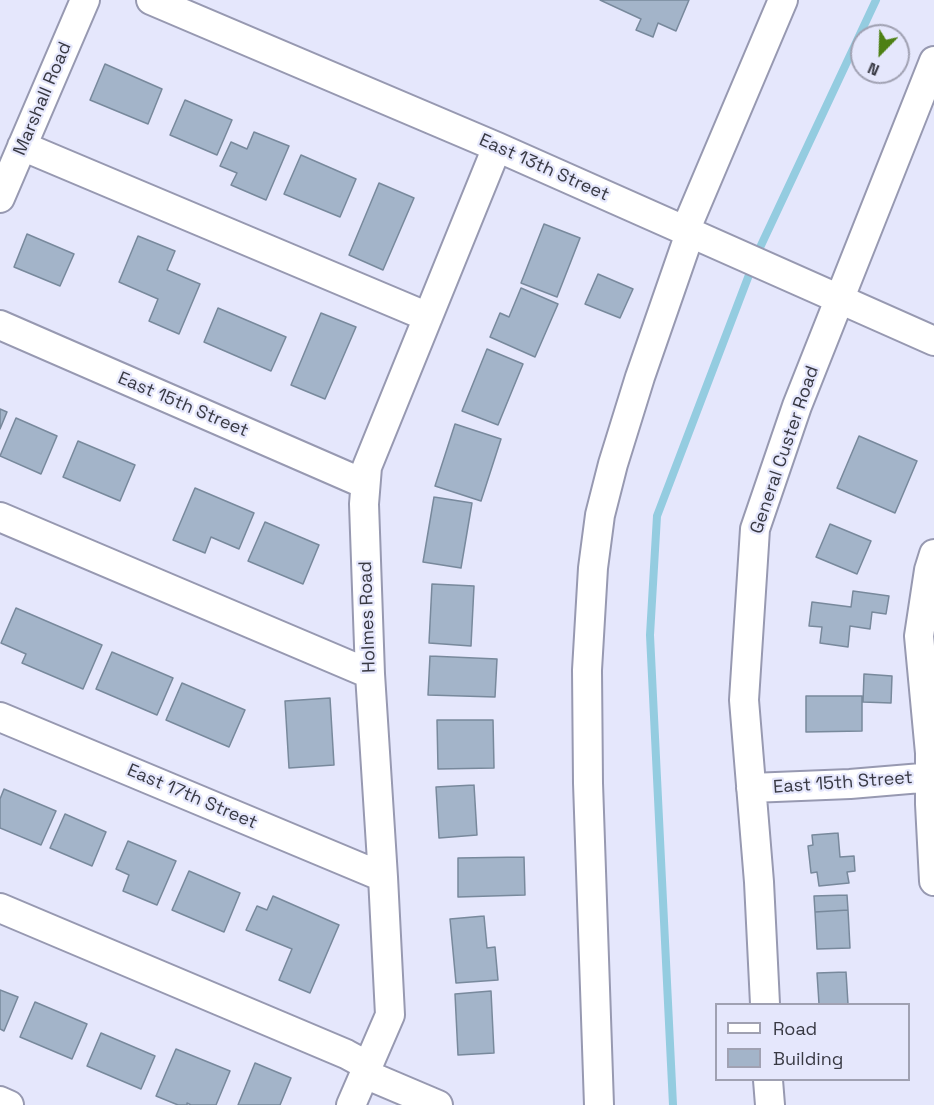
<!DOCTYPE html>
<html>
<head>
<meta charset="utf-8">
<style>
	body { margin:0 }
	#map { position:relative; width:934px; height:1105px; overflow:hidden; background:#e5e7fc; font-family:"Space Grotesk",sans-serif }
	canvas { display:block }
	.legend { position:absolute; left:715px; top:1003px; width:195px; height:78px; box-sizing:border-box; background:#e5e7fc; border:2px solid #a0a1b2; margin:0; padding:8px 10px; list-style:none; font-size:18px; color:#383943 }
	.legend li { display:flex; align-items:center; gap:12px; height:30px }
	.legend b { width:30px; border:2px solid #a0a1b2 }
	.north { position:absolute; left:850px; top:24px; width:60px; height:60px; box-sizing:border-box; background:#e5e7fc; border:2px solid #a0a1b2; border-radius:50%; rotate:203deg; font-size:16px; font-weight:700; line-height:24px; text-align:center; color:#383943 }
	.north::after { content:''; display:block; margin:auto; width:21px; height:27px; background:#4d8013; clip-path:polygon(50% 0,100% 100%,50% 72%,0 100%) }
</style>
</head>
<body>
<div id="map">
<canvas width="934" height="1105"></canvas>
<ul class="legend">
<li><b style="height:8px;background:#fff"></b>Road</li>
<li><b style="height:16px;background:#a3b4c9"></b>Building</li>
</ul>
<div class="north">N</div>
</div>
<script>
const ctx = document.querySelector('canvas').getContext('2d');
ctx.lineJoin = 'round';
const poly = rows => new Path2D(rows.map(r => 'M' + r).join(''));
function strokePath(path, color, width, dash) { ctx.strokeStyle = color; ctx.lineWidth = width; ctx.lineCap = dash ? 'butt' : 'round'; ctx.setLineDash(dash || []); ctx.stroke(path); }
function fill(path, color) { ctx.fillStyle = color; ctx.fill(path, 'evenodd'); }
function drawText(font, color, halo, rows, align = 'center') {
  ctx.font = font + ' "Space Grotesk",sans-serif'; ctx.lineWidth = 4.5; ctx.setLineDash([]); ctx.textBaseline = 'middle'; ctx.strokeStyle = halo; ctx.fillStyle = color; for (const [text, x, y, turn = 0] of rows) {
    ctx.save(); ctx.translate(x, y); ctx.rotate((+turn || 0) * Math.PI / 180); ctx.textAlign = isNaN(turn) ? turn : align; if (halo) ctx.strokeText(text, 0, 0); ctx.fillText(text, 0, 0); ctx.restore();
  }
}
strokePath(poly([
	[756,256,876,0],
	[673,1105,650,635,657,516,752,267]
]), '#94cce0', 8);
const building = poly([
	[600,0,689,0,676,31,658,23,653,37,636,30,641,19,600,0],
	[105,64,162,89,148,124,90,100,105,64],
	[185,100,232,120,217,155,170,135,185,100],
	[254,132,289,146,266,200,231,185,237,173,220,166,231,142,247,149,254,132],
	[301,155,356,179,340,217,284,194,301,155],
	[379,183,414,198,383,270,349,255,379,183],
	[544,224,580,238,557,297,521,283,544,224],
	[27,234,74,254,60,286,14,267,27,234],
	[138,236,175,251,167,270,200,284,179,334,149,321,158,299,119,282,138,236],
	[598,274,633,289,620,318,585,304,598,274],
	[521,288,558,304,535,357,490,337,500,313,509,317,521,288],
	[218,308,286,337,271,371,204,342,218,308],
	[321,313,356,327,325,399,291,385,321,313],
	[487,349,523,364,498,425,462,411,487,349],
	[0,409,7,412,0,429,0,409],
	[16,418,57,436,41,474,0,456,16,418],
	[455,424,501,439,481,501,435,486,455,424],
	[859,436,917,461,895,513,837,488,859,436],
	[78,441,135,465,120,501,63,477,78,441],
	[195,488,254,513,239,549,211,537,205,553,173,540,195,488],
	[434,497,472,503,461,568,423,562,434,497],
	[265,522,319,545,303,584,248,561,265,522],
	[830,524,871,541,857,574,816,557,830,524],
	[432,584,474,586,471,646,429,643,432,584],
	[853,591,889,596,886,614,872,612,870,629,850,626,848,647,820,643,822,627,809,626,812,602,851,607,853,591],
	[16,608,102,645,83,689,22,663,26,654,1,643,16,608],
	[112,652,173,678,157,715,96,689,112,652],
	[430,656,497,659,495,697,428,695,430,656],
	[864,674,892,676,891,703,863,702,864,674],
	[182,683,245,710,229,747,166,720,182,683],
	[806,696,862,696,862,731,806,732,806,696],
	[330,698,334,765,289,768,285,701,330,698],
	[437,720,493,720,494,768,438,769,437,720],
	[474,785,477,835,439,838,436,787,474,785],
	[4,789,56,811,41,845,0,828,0,799,4,789],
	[65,814,106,832,92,866,50,848,65,814],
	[838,833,840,857,854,856,855,871,847,872,849,883,819,886,817,872,811,873,808,846,813,845,812,835,838,833],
	[128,841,176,861,157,905,123,891,129,875,116,869,128,841],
	[524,857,525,895,458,897,458,858,524,857],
	[189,871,240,893,224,932,172,910,189,871],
	[847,895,848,910,815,912,814,896,847,895],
	[273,896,339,925,310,993,279,980,292,949,246,930,257,906,267,910,273,896],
	[848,910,850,948,817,949,815,912,848,910],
	[484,916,487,948,495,947,498,980,456,983,450,919,484,916],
	[846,972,848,1004,819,1004,817,973,846,972],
	[0,990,18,997,4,1031,0,1029,0,990],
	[491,991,494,1053,458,1055,455,994,491,991],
	[35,1002,87,1024,72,1059,20,1037,35,1002],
	[101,1033,155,1056,141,1089,87,1066,101,1033],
	[176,1049,230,1071,216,1105,191,1105,187,1103,187,1105,178,1105,156,1096,176,1049],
	[255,1063,291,1078,280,1105,238,1105,255,1063]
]);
fill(building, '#a3b4c9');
strokePath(building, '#78899c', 1.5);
const minor = poly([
	[151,0,497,147,934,341],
	[22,146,428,317],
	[0,198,85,0],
	[685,231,783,0],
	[0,325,365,484],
	[0,517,370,674],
	[934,554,929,570,919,636,930,753,930,804,934,881],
	[0,717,383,877],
	[751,788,850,784,934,777],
	[0,908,346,1054,368,1066],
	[765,1004,759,882,744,700,755,529,797,406,934,61],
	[365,1074,438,1105],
	[768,1080,770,1105],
	[0,1101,9,1105],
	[351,1105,390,1015,383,877,370,674,364,504,367,467,497,147],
	[599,1105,588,783,587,670,593,568,600,515,613,464,640,377,690,233]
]);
strokePath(minor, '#9799b1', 32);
strokePath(minor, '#fff', 28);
drawText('18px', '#383943', '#e5e7fc', [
	["Marshall Road",43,99,-67],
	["East 13th Street",544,168,24],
	["East 15th Street",183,405,23],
	["General Custer Road",785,450,-71],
	["Holmes Road",368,617,-92],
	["East 15th Street",843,783,-4],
	["East 17th Street",192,797,23]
]);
</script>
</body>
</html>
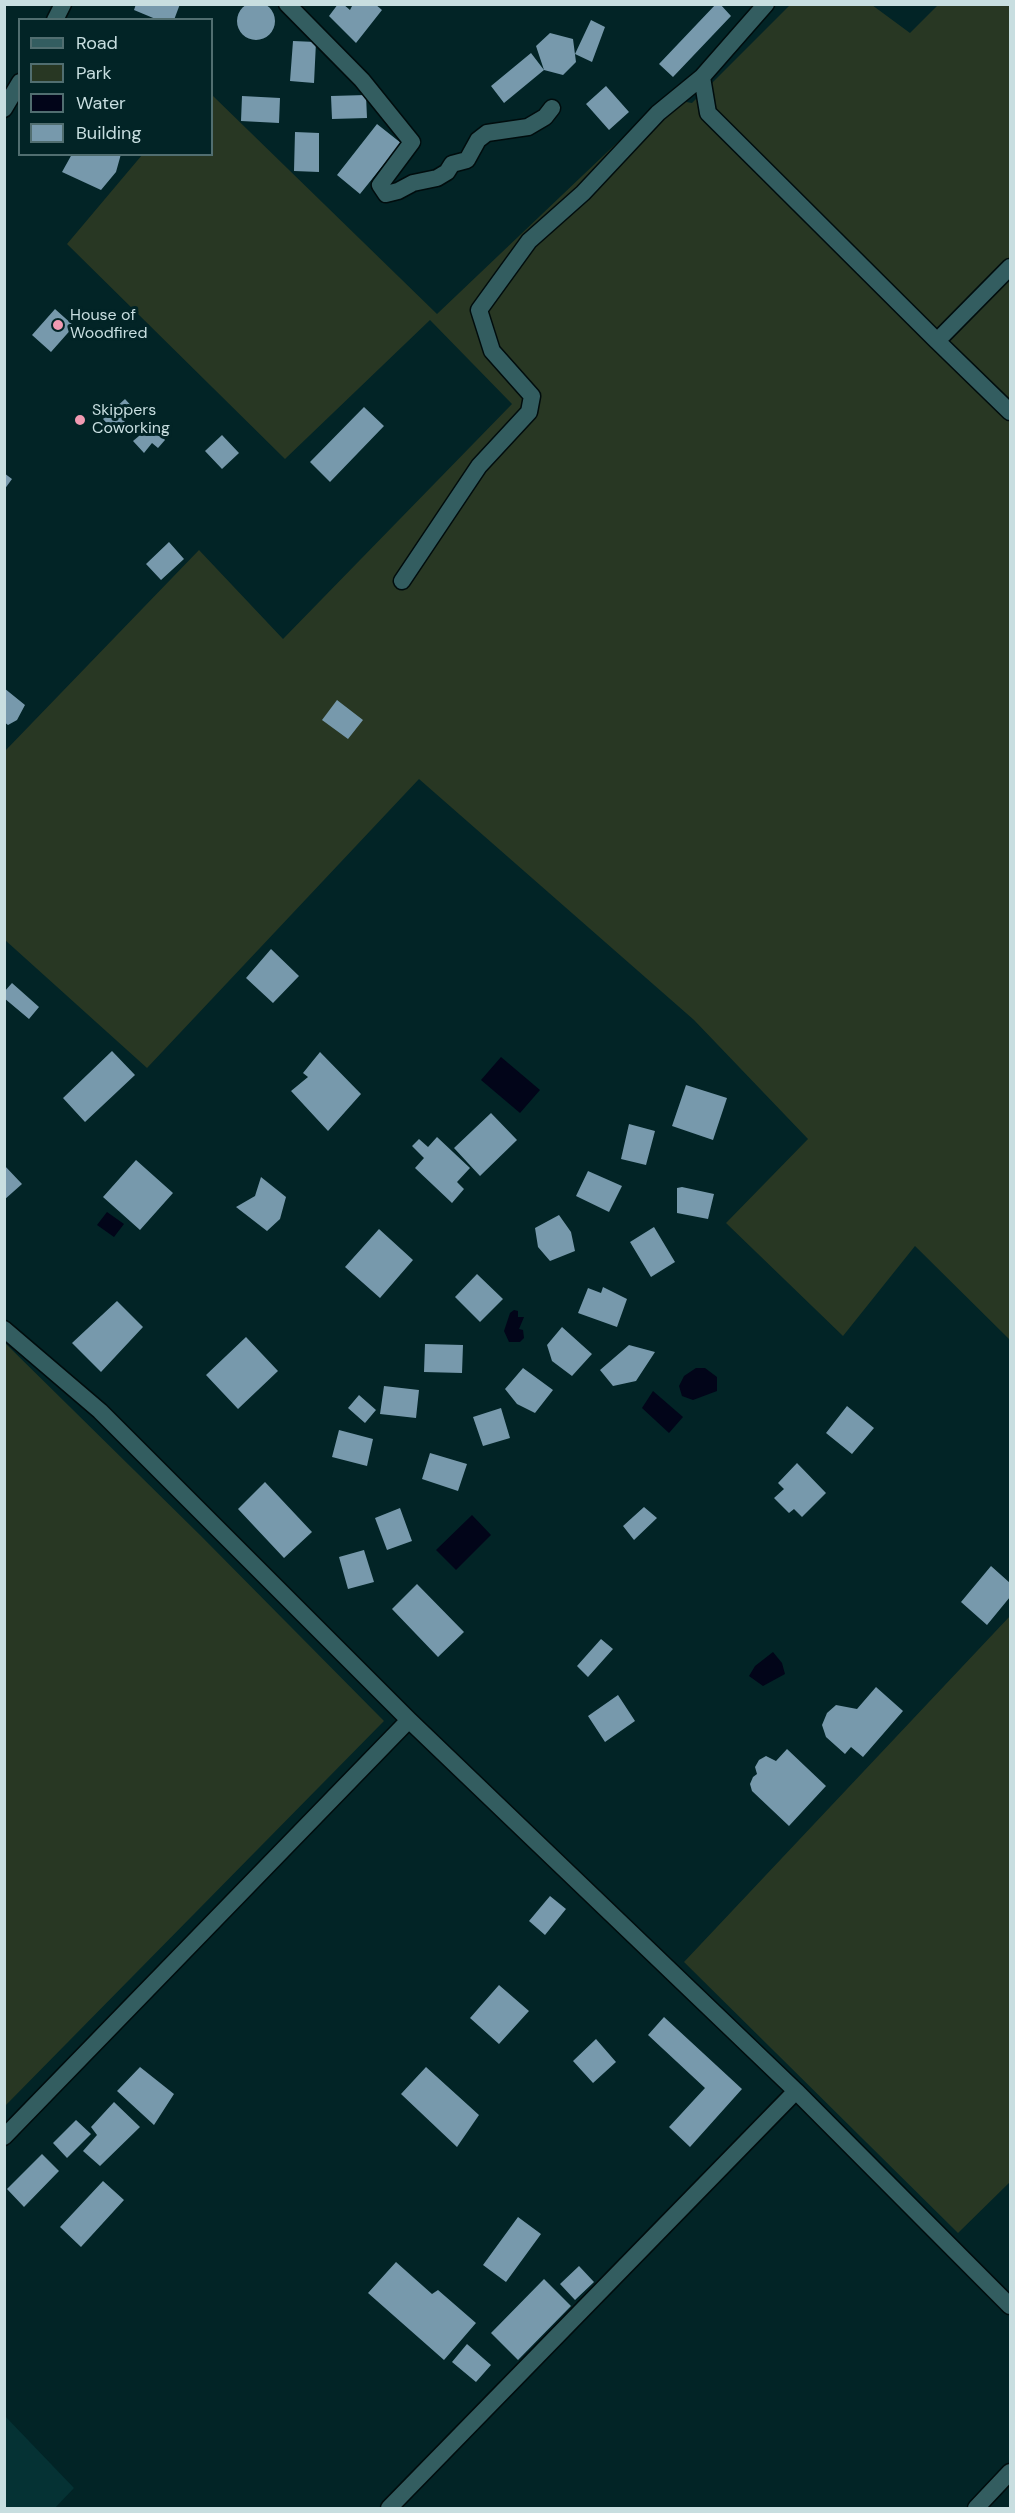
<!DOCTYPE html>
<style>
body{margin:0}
#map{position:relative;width:1015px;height:2513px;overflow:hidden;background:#022426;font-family:"DM Sans",sans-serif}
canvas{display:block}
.frame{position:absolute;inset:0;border:6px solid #c8dee0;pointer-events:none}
.legend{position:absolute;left:18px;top:18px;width:195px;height:138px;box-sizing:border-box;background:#022426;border:2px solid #516e70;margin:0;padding:8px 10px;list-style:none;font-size:18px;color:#c8dee0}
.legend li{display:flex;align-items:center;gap:12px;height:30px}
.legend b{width:30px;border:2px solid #516e70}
</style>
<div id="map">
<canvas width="1015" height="2513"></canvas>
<div class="frame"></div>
<ul class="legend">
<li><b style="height:8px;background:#335d60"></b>Road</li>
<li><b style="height:16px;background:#283723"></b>Park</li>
<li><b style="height:16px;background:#020519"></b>Water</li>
<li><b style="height:16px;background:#7799ac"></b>Building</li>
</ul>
</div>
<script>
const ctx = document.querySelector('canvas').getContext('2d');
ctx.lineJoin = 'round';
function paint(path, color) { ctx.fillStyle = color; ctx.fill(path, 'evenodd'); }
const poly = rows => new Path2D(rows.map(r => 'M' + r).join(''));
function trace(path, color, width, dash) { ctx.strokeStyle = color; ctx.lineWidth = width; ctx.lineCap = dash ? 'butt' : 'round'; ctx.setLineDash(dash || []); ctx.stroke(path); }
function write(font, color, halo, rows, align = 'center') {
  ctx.font = font + ' "DM Sans",sans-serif'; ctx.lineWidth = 6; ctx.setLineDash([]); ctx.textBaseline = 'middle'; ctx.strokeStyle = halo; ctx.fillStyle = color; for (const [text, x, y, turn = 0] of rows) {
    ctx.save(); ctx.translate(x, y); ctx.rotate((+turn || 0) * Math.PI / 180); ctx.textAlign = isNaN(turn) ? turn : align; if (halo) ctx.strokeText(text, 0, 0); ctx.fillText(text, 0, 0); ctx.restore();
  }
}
const built = poly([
 [4,2415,74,2488,55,2508,5,2508]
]);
const green = poly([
 [790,5,872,5,910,33,938,5,1010,5,1010,1340,915,1246,843,1336,726,1223,808,1139,694,1020,419,779,147,1068,5,940,5,751,199,550,283,639,512,404,430,320,285,459,67,244,142,155,212,154,212,95,437,314,664,98,692,103],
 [4,1342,200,1535,384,1721,5,2106],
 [1010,1616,1010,2182,958,2233,684,1962]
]);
const water = poly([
 [501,1057,540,1090,520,1113,481,1080],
 [107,1212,124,1224,114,1237,97,1225],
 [514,1310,518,1311,518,1317,524,1317,519,1329,523,1330,524,1338,520,1342,509,1342,504,1331,510,1313],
 [696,1368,705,1368,717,1377,717,1391,693,1400,682,1396,679,1386,684,1376],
 [653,1391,683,1417,669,1433,642,1408],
 [472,1515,491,1535,456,1570,436,1550],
 [773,1652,782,1663,785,1674,763,1686,749,1676,755,1666]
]);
const building = poly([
 '237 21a19 19 0 1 1 38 0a19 19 0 1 1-38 0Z',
 [136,4,180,4,174,20,158,20,134,10],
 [338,4,343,4,350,10,353,4,375,4,382,10,356,43,329,16],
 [716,4,720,4,731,16,673,77,659,64],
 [591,20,605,27,592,62,575,54],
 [550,33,573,39,576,62,563,75,544,70,536,46],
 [293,41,316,42,314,83,290,81],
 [531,53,544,70,504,103,491,86],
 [606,86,629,112,609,130,586,104],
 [366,95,367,118,332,119,331,96],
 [242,96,280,98,279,123,241,121],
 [377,124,401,143,360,194,337,175],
 [295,132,319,133,319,172,294,171],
 [72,154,121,154,116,172,101,190,62,172],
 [55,309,74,326,51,352,32,335],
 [125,399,136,411,114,431,103,419],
 [364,407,384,426,330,482,310,462],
 [152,425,165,440,158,448,152,443,144,453,133,441],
 [222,435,239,453,222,469,205,451],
 [4,473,12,479,4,490],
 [169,542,184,559,161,580,146,564],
 [4,688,25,705,17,720,8,725,4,722],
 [337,700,363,720,348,739,322,720],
 [271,949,299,976,273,1003,246,978],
 [12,983,39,1007,29,1019,4,998,4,992],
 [112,1051,135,1075,85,1122,63,1098],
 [320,1052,361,1094,328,1131,291,1091,308,1077,303,1073],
 [686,1085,727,1098,713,1140,672,1126],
 [491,1113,517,1140,480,1176,454,1148],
 [629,1124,655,1131,646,1165,621,1159],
 [437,1137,470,1168,457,1182,464,1189,452,1203,415,1168,424,1158,412,1146,419,1139,428,1147],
 [136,1160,173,1193,140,1230,103,1197],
 [4,1165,22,1184,4,1200],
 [588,1171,622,1186,609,1212,576,1196],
 [261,1177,286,1197,280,1219,267,1231,236,1207,255,1196],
 [682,1187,714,1194,708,1219,677,1213,677,1188],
 [559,1215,571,1232,575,1251,550,1261,538,1247,535,1228],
 [654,1227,675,1262,651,1277,630,1242],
 [379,1229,413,1260,380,1298,345,1267],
 [477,1274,503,1299,480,1322,455,1297],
 [603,1287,627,1299,617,1327,578,1313,588,1288,601,1293],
 [117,1301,143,1327,101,1372,72,1343],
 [562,1327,592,1354,572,1376,552,1361,547,1345],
 [246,1337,278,1371,238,1409,206,1375],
 [425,1344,463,1345,462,1373,424,1372],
 [629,1345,655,1352,636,1381,613,1386,600,1370],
 [523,1368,553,1390,535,1413,517,1404,505,1389],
 [384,1386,419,1390,416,1418,380,1414],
 [359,1395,376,1410,365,1423,348,1408],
 [847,1406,874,1428,852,1454,826,1433],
 [501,1408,510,1438,483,1446,473,1417],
 [339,1430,373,1439,367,1466,332,1457],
 [430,1453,467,1464,458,1491,422,1479],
 [797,1463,826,1493,802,1517,794,1509,789,1513,774,1498,784,1489,778,1483],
 [265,1482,312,1532,284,1558,238,1509],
 [644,1507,657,1518,634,1540,623,1526],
 [400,1508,412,1541,387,1550,375,1518],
 [364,1550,374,1582,348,1589,339,1557],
 [991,1566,1010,1583,1010,1597,987,1625,961,1602],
 [417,1584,464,1632,438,1657,392,1609],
 [601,1639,613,1649,588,1677,577,1666],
 [876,1687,903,1711,863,1757,851,1747,845,1754,826,1737,822,1725,827,1713,836,1705,857,1709],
 [618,1695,635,1721,605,1742,588,1716],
 [787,1749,826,1786,789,1826,752,1791,750,1784,753,1777,757,1774,755,1767,759,1760,766,1756,776,1761],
 [550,1896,566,1909,545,1935,529,1921],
 [499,1985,529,2011,499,2044,470,2018],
 [664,2017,742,2089,690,2147,669,2127,705,2088,648,2035],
 [596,2039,616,2062,593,2083,573,2061],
 [140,2067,174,2094,154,2125,117,2091],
 [426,2067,479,2115,457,2147,401,2094],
 [114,2102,140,2127,100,2166,83,2151,97,2135,91,2127],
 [76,2120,91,2134,67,2158,53,2143],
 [42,2154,59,2171,24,2207,7,2189],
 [103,2181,124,2200,81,2247,60,2227],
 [518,2217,541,2234,506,2282,483,2265],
 [396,2262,432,2294,438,2290,476,2323,444,2360,368,2293],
 [579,2266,594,2282,575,2300,560,2284],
 [544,2279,571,2306,518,2360,491,2333],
 [467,2344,491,2365,476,2382,452,2362]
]);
const minor = poly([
 [287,4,362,80,412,142,380,185,386,194,398,191,413,183,437,178,447,172,452,164,467,160,478,140,487,133,528,127,545,117,552,108],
 [55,20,63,4],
 [702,77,708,113,937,341],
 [4,109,20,82],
 [1010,267,937,341,1010,412],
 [402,581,479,466,529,412,532,396,492,351,479,310,529,241,583,193,658,113,702,77,766,4],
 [4,1329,100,1411,409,1720,796,2091,1010,2306],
 [4,2137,409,1720],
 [389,2508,796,2091],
 [976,2508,1010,2472]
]);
const markers = [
 [58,325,6,"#f19ab2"],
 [80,420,6,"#f19ab2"]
];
const poiNames = [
 ["House of",70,316],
 ["Woodfired",70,334],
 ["Skippers",92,411],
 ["Coworking",92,429]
];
paint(built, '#053234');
paint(green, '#283723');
paint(water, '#020519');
paint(building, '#7799ac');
trace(minor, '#000c0d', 19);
trace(minor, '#335d60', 16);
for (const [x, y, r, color] of markers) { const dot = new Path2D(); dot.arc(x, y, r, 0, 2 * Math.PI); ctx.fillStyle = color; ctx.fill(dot); trace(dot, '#022426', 2); }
write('16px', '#c8dee0', '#022426', poiNames, 'left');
</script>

^^^^

Tell me how many lines of the records include the word "html", and say nothing else.

#### [Answer box]
4